ABOUT THIS TASK:
Copy each line of the material in which the word "check" appears.

MATERIAL FOR THIS EXERCISE:
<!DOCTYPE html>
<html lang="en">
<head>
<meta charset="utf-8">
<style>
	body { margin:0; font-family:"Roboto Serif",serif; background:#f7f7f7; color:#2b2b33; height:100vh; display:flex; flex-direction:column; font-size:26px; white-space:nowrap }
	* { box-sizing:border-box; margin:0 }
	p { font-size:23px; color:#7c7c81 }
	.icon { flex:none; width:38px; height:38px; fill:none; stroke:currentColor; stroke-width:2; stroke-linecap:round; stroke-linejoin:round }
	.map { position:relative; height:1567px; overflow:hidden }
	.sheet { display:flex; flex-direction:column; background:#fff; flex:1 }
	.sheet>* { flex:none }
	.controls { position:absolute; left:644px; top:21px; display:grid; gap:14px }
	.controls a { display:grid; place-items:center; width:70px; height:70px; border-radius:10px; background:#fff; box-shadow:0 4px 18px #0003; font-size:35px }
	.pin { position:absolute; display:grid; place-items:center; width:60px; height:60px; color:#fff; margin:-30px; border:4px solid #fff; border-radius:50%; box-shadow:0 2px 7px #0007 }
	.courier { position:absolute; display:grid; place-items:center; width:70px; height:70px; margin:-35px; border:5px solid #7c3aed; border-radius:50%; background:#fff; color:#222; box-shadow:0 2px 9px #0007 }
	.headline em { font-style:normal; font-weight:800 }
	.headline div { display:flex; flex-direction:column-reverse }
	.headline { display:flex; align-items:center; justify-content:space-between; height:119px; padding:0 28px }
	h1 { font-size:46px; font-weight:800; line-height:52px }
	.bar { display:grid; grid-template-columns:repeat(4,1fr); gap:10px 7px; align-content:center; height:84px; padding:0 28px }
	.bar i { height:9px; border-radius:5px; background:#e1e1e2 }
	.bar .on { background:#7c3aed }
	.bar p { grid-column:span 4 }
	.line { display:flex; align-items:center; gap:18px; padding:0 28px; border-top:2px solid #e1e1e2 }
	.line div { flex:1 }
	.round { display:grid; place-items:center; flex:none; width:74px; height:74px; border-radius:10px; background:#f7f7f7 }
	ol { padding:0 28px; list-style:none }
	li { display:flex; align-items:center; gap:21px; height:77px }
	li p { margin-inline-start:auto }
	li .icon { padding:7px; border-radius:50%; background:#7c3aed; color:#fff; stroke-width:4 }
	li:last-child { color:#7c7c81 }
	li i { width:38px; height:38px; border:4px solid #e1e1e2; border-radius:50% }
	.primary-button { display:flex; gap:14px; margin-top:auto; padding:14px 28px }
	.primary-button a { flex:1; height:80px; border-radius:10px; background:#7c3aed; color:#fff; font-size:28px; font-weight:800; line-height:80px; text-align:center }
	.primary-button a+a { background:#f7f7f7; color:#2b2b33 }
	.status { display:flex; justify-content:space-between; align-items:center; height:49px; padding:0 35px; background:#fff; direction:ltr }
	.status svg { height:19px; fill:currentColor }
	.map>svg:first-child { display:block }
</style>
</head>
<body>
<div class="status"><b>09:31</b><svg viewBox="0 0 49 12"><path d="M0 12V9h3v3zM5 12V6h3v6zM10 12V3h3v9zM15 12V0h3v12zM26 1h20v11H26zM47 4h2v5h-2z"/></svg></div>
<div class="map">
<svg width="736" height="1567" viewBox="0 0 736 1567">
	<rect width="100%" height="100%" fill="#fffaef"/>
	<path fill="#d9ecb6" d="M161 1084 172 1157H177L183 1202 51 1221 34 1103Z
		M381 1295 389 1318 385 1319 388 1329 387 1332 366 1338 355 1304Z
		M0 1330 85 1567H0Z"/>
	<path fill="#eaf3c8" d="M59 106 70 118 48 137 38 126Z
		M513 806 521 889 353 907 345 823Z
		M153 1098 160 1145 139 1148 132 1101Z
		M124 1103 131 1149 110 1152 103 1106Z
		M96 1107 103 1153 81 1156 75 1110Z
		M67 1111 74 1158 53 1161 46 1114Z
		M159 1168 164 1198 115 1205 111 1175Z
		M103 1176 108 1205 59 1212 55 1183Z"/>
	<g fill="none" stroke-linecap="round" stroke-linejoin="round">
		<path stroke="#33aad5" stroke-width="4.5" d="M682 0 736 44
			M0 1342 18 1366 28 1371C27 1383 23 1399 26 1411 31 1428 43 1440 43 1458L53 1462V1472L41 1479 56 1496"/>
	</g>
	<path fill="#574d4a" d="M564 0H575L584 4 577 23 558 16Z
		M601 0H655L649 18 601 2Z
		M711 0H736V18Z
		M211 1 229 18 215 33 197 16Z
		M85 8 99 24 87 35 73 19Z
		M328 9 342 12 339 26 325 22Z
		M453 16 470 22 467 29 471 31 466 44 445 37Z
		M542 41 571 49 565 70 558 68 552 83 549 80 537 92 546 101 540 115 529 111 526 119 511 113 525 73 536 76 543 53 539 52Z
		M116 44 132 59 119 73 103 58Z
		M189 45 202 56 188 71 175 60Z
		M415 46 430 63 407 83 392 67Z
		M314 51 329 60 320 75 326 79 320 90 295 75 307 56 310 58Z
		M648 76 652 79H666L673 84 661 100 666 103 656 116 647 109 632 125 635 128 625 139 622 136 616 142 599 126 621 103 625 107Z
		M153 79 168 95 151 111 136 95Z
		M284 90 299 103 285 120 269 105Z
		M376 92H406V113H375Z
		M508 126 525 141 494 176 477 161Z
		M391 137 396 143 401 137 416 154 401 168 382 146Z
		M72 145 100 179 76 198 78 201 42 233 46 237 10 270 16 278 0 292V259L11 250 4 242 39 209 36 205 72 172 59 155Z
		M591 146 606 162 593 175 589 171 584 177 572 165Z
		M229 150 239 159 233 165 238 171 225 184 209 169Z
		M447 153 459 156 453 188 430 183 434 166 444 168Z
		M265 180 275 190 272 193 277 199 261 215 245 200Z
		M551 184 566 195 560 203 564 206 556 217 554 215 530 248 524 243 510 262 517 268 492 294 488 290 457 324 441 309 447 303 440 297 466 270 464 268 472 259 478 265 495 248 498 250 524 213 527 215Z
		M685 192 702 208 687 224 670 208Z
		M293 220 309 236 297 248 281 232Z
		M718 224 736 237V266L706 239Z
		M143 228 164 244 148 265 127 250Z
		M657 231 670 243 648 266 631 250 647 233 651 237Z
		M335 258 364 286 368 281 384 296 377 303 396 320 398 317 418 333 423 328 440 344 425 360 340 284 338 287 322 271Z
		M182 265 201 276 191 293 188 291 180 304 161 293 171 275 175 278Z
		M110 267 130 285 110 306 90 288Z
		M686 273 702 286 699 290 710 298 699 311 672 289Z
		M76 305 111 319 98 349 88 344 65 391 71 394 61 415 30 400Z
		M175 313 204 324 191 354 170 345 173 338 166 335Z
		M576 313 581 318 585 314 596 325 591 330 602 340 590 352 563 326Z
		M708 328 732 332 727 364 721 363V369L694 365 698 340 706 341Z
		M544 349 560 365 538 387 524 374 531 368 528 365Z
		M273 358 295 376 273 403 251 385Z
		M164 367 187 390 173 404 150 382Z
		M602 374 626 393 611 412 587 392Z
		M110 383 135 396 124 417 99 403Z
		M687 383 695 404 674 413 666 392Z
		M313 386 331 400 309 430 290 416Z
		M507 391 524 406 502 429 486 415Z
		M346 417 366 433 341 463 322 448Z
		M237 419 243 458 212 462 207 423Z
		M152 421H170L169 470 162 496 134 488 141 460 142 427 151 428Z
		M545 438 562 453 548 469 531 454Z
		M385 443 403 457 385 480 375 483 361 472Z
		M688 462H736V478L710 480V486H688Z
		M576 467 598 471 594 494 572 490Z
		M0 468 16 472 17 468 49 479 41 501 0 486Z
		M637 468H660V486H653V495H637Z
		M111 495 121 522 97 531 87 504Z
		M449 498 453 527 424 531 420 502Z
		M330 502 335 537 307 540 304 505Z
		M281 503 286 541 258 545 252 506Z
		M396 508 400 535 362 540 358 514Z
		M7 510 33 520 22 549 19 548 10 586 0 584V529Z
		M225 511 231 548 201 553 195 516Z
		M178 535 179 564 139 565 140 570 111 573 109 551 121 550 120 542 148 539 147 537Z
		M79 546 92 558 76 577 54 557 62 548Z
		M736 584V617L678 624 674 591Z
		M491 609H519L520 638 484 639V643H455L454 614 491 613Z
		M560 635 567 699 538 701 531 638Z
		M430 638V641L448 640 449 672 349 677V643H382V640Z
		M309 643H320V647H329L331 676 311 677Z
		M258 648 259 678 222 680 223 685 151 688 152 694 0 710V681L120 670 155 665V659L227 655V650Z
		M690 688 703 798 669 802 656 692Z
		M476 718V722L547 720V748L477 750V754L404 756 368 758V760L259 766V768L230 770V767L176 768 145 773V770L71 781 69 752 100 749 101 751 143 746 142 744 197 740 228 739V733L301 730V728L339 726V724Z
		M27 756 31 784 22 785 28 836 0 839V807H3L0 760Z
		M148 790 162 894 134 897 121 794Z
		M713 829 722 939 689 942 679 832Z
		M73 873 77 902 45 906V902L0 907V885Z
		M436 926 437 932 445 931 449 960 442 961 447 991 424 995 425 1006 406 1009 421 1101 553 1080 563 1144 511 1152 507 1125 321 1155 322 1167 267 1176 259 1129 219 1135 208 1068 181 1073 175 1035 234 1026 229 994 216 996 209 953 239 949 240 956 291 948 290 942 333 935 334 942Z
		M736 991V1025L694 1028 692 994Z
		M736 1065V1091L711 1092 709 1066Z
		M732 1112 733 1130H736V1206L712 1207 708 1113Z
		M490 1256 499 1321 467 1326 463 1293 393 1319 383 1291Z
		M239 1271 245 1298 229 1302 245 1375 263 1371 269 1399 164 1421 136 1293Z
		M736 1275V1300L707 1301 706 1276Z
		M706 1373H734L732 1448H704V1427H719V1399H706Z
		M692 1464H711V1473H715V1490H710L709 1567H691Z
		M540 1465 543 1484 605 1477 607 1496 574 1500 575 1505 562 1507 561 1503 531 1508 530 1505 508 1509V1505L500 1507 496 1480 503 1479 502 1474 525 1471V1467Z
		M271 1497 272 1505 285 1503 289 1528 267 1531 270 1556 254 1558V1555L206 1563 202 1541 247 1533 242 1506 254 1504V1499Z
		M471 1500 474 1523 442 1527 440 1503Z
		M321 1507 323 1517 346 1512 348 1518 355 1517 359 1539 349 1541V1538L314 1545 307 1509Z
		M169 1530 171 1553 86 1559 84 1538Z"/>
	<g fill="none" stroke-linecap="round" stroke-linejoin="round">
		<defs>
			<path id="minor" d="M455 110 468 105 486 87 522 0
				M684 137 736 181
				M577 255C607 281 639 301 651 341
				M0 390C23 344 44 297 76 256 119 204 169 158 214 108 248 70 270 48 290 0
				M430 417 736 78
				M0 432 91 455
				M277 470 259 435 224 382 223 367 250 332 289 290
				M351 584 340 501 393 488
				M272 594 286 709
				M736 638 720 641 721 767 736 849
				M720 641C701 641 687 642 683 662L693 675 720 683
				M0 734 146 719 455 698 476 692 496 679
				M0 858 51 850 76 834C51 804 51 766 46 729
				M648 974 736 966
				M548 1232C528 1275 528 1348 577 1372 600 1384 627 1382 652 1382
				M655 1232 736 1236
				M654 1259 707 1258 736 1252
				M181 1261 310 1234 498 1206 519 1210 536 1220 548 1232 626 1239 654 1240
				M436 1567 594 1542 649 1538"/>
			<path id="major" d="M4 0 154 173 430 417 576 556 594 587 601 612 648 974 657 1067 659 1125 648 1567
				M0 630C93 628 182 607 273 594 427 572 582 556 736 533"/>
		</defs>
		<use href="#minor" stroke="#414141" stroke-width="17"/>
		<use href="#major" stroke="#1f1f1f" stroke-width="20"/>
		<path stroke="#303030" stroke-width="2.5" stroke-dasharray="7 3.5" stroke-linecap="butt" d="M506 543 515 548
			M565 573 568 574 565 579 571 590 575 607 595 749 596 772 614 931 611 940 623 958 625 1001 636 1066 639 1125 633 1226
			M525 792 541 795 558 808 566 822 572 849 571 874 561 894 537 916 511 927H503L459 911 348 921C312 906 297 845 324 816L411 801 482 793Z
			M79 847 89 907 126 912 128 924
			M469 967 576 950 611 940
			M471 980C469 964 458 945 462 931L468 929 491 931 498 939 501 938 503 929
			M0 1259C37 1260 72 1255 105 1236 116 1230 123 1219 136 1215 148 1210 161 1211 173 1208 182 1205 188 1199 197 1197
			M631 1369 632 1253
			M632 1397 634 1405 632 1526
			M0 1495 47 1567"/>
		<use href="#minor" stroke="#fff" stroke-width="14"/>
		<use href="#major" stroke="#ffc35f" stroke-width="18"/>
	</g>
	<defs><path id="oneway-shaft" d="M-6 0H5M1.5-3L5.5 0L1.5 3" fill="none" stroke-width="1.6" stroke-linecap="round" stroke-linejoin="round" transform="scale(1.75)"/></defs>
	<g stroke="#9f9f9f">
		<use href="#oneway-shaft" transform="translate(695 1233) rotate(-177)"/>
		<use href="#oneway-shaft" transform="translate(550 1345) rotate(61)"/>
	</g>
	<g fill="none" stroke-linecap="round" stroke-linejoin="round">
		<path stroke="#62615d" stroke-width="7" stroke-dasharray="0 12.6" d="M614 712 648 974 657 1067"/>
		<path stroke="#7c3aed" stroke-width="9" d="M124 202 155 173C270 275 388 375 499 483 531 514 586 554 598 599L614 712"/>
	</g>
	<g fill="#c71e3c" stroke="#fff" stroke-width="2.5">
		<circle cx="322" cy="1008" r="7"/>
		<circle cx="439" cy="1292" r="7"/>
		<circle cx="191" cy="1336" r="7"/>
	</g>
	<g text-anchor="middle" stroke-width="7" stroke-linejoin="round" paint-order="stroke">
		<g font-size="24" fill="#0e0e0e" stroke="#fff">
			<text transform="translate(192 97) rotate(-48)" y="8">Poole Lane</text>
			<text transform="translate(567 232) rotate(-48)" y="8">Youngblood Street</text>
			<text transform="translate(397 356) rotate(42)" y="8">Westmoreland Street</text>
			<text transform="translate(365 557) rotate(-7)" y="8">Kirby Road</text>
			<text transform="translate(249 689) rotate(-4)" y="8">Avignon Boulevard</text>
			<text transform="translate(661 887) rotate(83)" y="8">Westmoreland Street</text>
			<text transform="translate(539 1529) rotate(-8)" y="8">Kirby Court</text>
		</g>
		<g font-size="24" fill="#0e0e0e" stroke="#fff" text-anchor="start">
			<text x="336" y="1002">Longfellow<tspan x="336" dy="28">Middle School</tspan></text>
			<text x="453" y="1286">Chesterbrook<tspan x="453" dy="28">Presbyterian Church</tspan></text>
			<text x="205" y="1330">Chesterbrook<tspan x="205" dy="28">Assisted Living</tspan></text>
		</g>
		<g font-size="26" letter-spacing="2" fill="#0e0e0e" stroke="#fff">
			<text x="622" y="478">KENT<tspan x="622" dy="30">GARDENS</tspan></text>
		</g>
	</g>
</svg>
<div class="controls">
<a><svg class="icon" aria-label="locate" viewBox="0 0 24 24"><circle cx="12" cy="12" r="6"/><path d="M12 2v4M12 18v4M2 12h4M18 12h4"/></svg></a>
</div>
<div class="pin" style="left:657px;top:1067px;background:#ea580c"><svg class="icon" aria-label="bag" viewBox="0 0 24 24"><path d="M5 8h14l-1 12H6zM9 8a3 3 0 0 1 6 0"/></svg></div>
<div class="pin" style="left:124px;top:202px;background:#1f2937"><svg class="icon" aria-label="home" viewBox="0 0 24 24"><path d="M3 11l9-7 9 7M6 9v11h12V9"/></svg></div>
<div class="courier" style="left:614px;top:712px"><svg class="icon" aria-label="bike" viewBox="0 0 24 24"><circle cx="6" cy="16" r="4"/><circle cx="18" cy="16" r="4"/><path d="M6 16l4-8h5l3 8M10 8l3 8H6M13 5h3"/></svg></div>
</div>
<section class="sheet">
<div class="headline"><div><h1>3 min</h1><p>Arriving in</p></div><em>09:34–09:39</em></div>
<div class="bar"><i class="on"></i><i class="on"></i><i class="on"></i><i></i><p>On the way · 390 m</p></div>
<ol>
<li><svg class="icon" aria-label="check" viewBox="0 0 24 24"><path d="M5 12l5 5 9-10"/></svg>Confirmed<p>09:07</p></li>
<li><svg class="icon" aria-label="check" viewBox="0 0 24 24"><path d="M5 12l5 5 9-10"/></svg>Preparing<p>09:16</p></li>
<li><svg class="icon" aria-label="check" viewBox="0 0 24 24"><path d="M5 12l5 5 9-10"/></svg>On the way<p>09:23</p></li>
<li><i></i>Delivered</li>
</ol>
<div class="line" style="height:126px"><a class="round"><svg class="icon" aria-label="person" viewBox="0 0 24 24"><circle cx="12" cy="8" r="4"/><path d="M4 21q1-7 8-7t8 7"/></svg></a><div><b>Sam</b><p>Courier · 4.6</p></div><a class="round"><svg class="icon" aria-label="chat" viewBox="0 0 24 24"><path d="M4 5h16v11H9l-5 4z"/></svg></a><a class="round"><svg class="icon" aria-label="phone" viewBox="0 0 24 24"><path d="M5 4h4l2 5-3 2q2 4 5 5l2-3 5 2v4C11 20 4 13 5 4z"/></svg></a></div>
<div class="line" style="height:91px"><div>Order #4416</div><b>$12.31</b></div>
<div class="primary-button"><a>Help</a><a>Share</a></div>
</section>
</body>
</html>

ANSWER TO THE PROBLEM:
<li><svg class="icon" aria-label="check" viewBox="0 0 24 24"><path d="M5 12l5 5 9-10"/></svg>Confirmed<p>09:07</p></li>
<li><svg class="icon" aria-label="check" viewBox="0 0 24 24"><path d="M5 12l5 5 9-10"/></svg>Preparing<p>09:16</p></li>
<li><svg class="icon" aria-label="check" viewBox="0 0 24 24"><path d="M5 12l5 5 9-10"/></svg>On the way<p>09:23</p></li>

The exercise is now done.